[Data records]
Start of Block

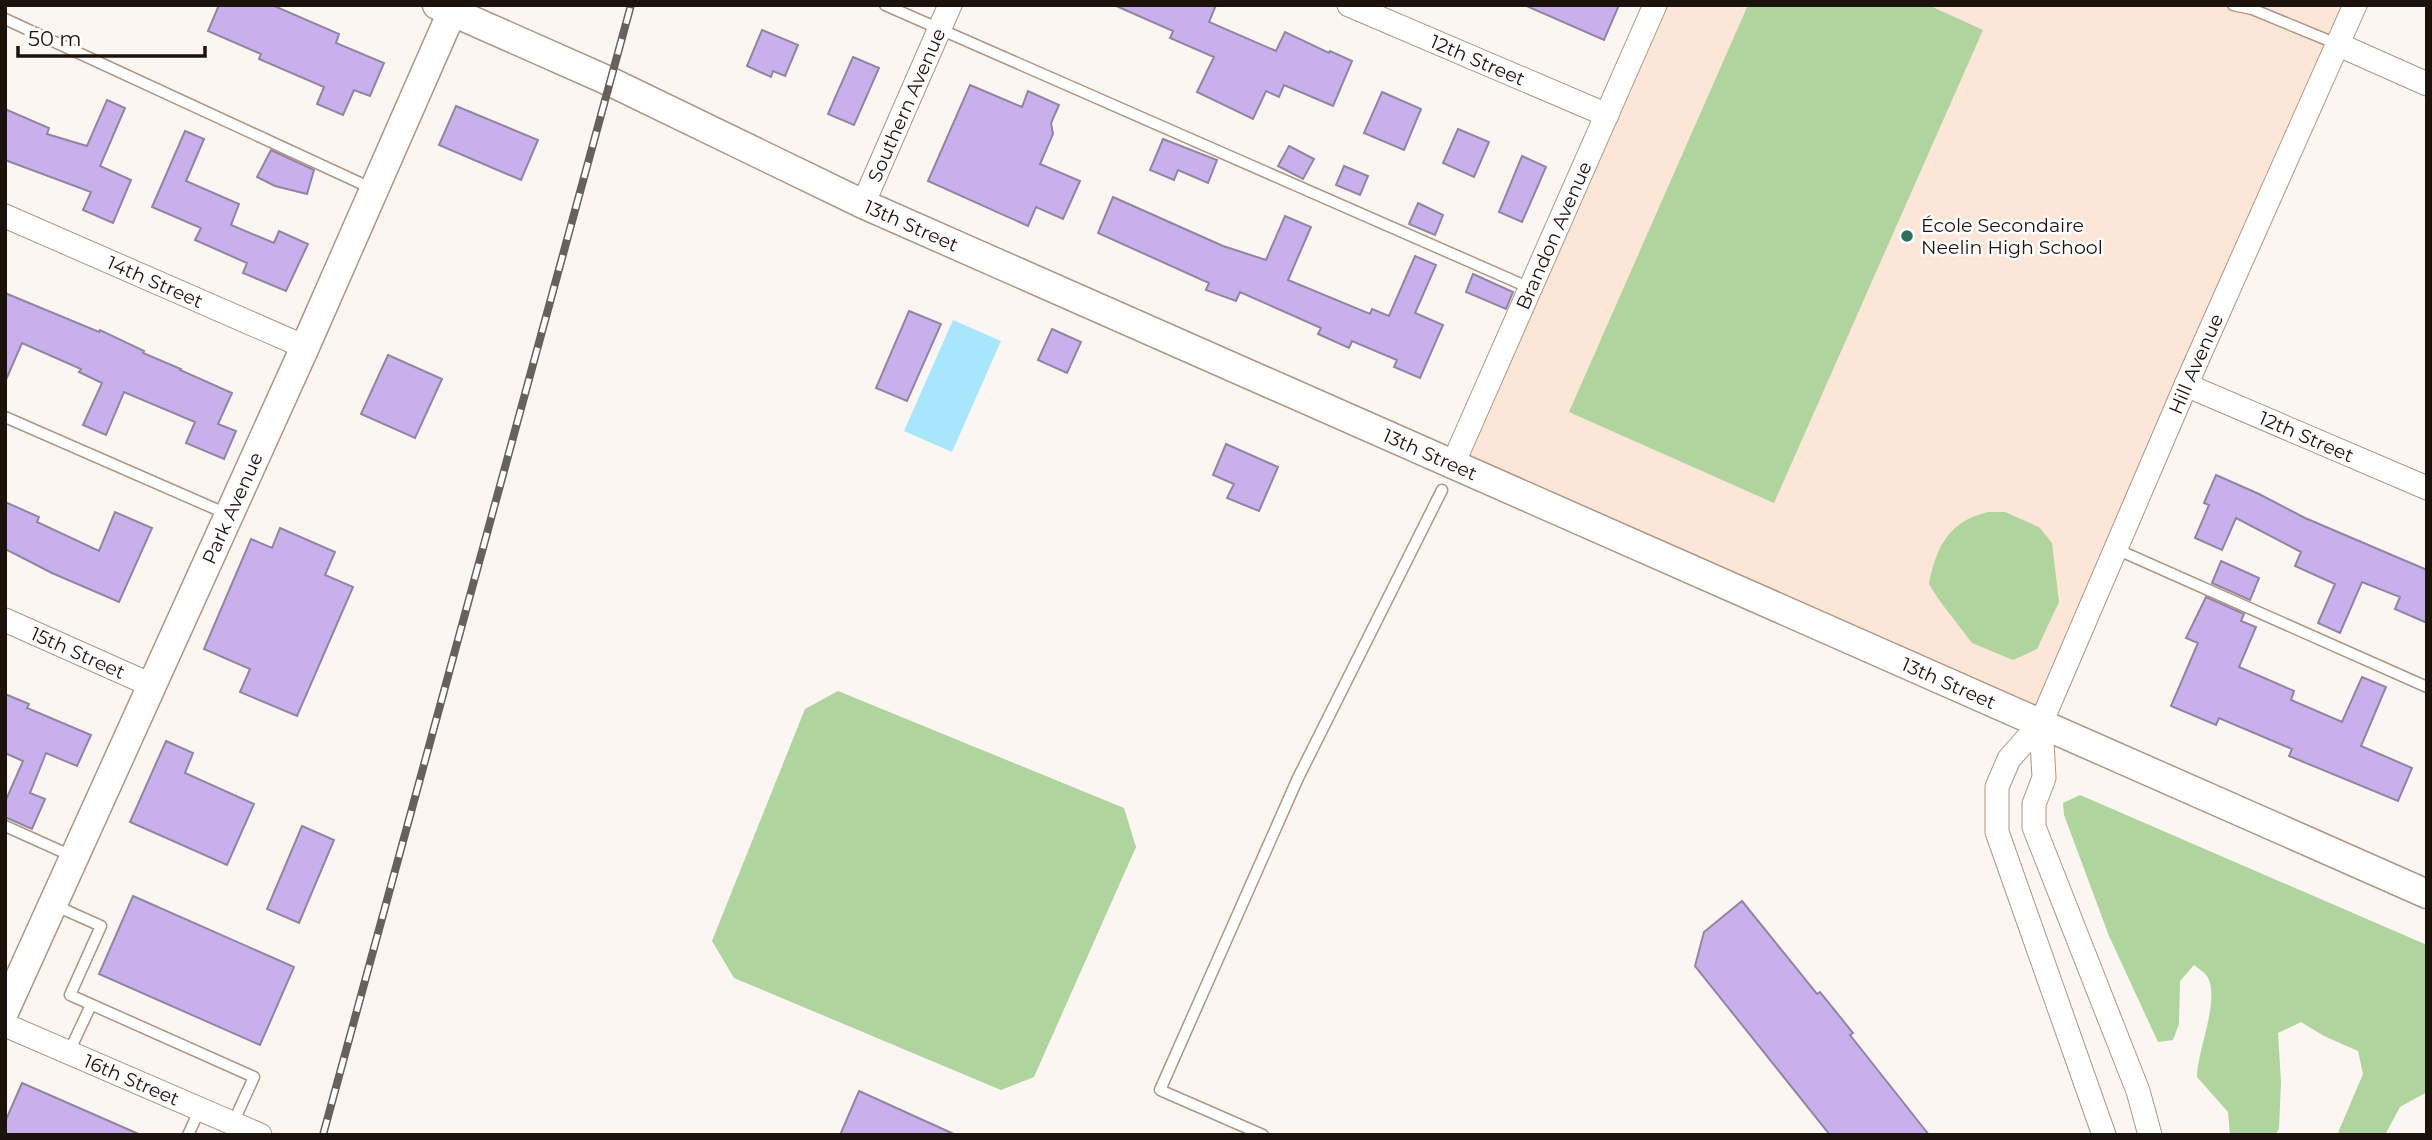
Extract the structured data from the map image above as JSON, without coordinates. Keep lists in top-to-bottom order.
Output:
{
  "streets": {
    "street": [
      "12th Street",
      "Southern Avenue",
      "13th Street",
      "Brandon Avenue",
      "14th Street",
      "Hill Avenue",
      "Park Avenue",
      "15th Street",
      "16th Street"
    ]
  },
  "crossings": [
    ["12th Street", "Brandon Avenue"],
    ["12th Street", "Hill Avenue"],
    ["Southern Avenue", "13th Street"],
    ["13th Street", "Brandon Avenue"],
    ["13th Street", "Hill Avenue"],
    ["13th Street", "Park Avenue"],
    ["14th Street", "Park Avenue"],
    ["Park Avenue", "15th Street"]
  ],
  "places": ["École Secondaire Neelin High School"],
  "scale_bar": "50 m"
}
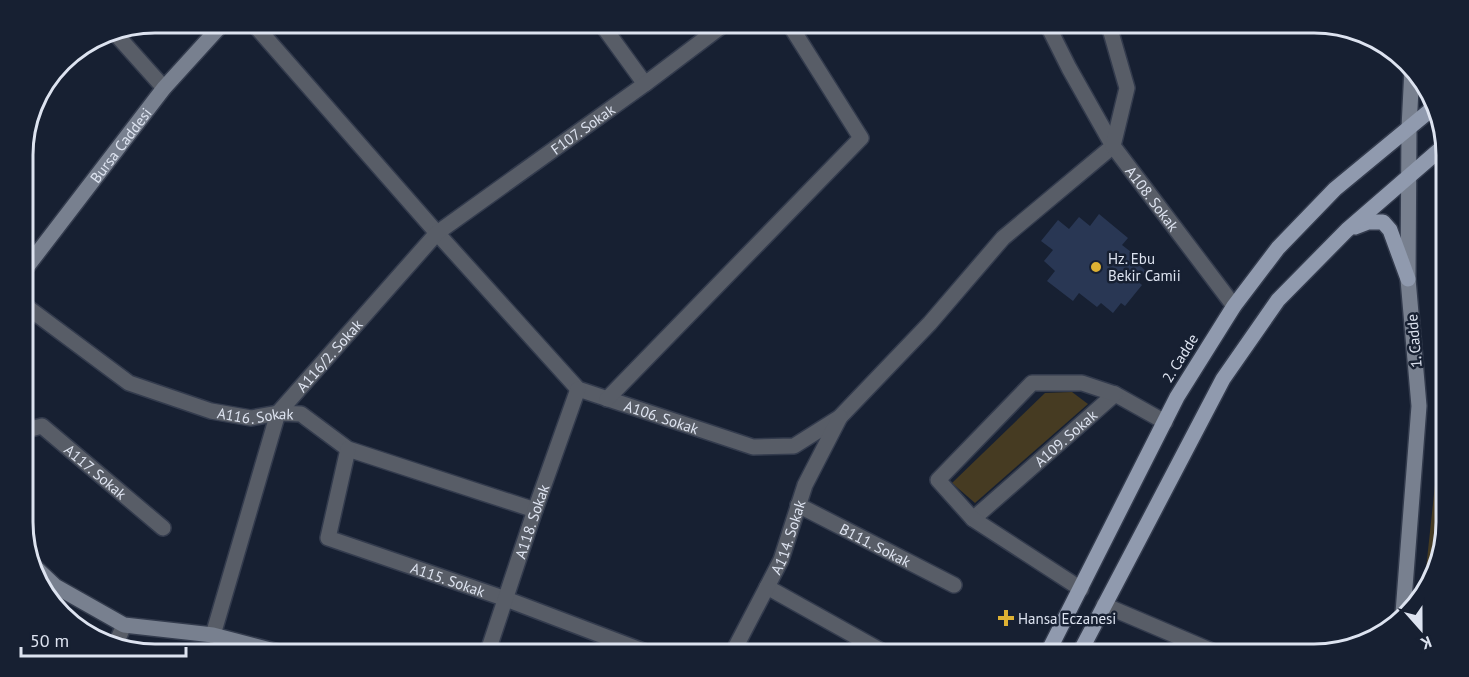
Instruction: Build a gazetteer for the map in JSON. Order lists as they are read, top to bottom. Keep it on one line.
{"streets":{"main road":["Bursa Caddesi","1. Cadde","2. Cadde"],"street":["F107. Sokak","A108. Sokak","A116/2. Sokak","A116. Sokak","A106. Sokak","A109. Sokak","A117. Sokak","A118. Sokak","A114. Sokak","B111. Sokak","A115. Sokak"]},"crossings":[["F107. Sokak","A116/2. Sokak"],["F107. Sokak","A106. Sokak"],["A108. Sokak","2. Cadde"],["A108. Sokak","A106. Sokak"],["1. Cadde","2. Cadde"],["A116/2. Sokak","A116. Sokak"],["A116/2. Sokak","A106. Sokak"],["A116. Sokak","A118. Sokak"],["A116. Sokak","A115. Sokak"],["A106. Sokak","A118. Sokak"],["A106. Sokak","A114. Sokak"],["A118. Sokak","A115. Sokak"],["A114. Sokak","B111. Sokak"]],"places":{"other":["Hz. Ebu Bekir Camii"],"health":["Hansa Eczanesi"]},"scale_bar":"50 m","north":"bottom"}
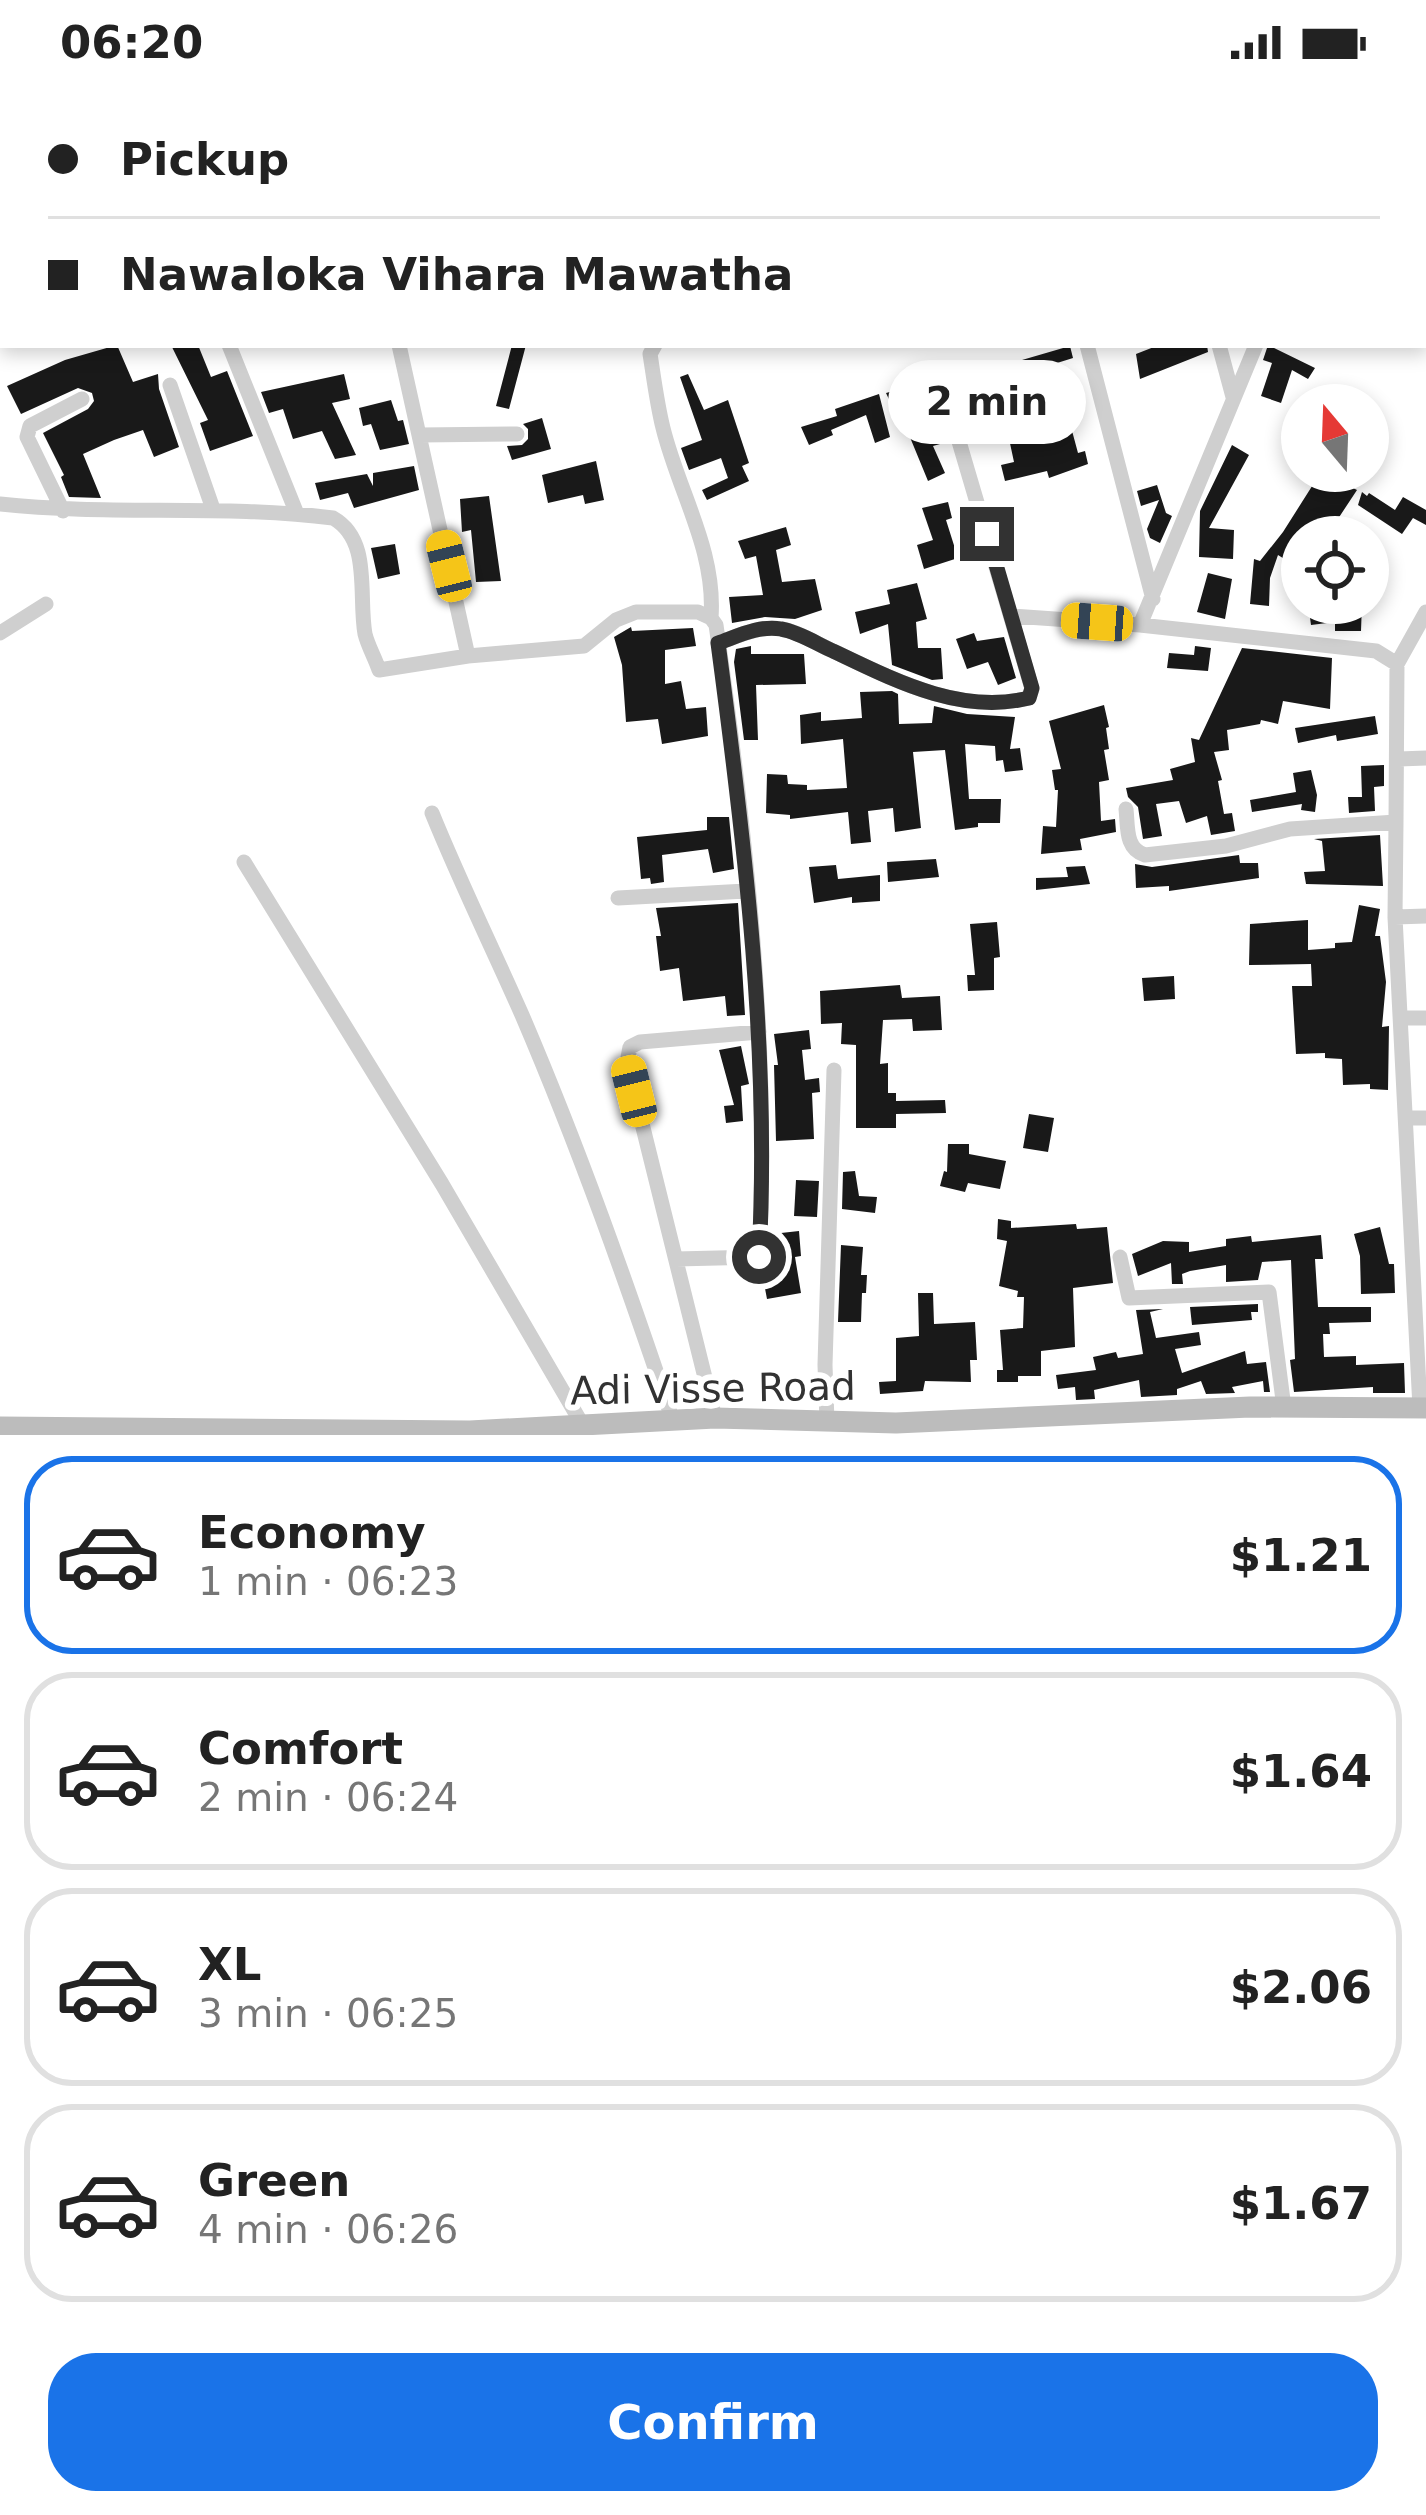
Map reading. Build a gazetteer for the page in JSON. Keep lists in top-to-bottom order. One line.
{"streets":{"street":["Adi Visse Road"]},"north":"top","page":{"status":"06:20","banner":["Pickup","Nawaloka Vihara Mawatha"],"bubble":"2 min","list":[{"name":"Economy","note":"1 min · 06:23","value":"$1.21"},{"name":"Comfort","note":"2 min · 06:24","value":"$1.64"},{"name":"XL","note":"3 min · 06:25","value":"$2.06"},{"name":"Green","note":"4 min · 06:26","value":"$1.67"}],"buttons":"Confirm"}}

End of Block

* WHAT IS NEEDED *
Restate every entry above word for word; no picture belongs in the copy.

* EXERCISE RESULT *
Extract the structured data from the map image above as JSON, without coordinates. Keep lists in top-to-bottom order.
Output:
{
  "streets": {
    "street": [
      "12th Street",
      "Southern Avenue",
      "13th Street",
      "Brandon Avenue",
      "14th Street",
      "Hill Avenue",
      "Park Avenue",
      "15th Street",
      "16th Street"
    ]
  },
  "crossings": [
    ["12th Street", "Brandon Avenue"],
    ["12th Street", "Hill Avenue"],
    ["Southern Avenue", "13th Street"],
    ["13th Street", "Brandon Avenue"],
    ["13th Street", "Hill Avenue"],
    ["13th Street", "Park Avenue"],
    ["14th Street", "Park Avenue"],
    ["Park Avenue", "15th Street"]
  ],
  "places": ["École Secondaire Neelin High School"],
  "scale_bar": "50 m"
}
Instruction: Build a gazetteer for the map in JSON. Order lists as they are read, top to bottom. Keep it on one line.
{"streets":{"main road":["Bursa Caddesi","1. Cadde","2. Cadde"],"street":["F107. Sokak","A108. Sokak","A116/2. Sokak","A116. Sokak","A106. Sokak","A109. Sokak","A117. Sokak","A118. Sokak","A114. Sokak","B111. Sokak","A115. Sokak"]},"crossings":[["F107. Sokak","A116/2. Sokak"],["F107. Sokak","A106. Sokak"],["A108. Sokak","2. Cadde"],["A108. Sokak","A106. Sokak"],["1. Cadde","2. Cadde"],["A116/2. Sokak","A116. Sokak"],["A116/2. Sokak","A106. Sokak"],["A116. Sokak","A118. Sokak"],["A116. Sokak","A115. Sokak"],["A106. Sokak","A118. Sokak"],["A106. Sokak","A114. Sokak"],["A118. Sokak","A115. Sokak"],["A114. Sokak","B111. Sokak"]],"places":{"other":["Hz. Ebu Bekir Camii"],"health":["Hansa Eczanesi"]},"scale_bar":"50 m","north":"bottom"}
Map reading. Build a gazetteer for the page in JSON. Keep lists in top-to-bottom order. One line.
{"streets":{"street":["Adi Visse Road"]},"north":"top","page":{"status":"06:20","banner":["Pickup","Nawaloka Vihara Mawatha"],"bubble":"2 min","list":[{"name":"Economy","note":"1 min · 06:23","value":"$1.21"},{"name":"Comfort","note":"2 min · 06:24","value":"$1.64"},{"name":"XL","note":"3 min · 06:25","value":"$2.06"},{"name":"Green","note":"4 min · 06:26","value":"$1.67"}],"buttons":"Confirm"}}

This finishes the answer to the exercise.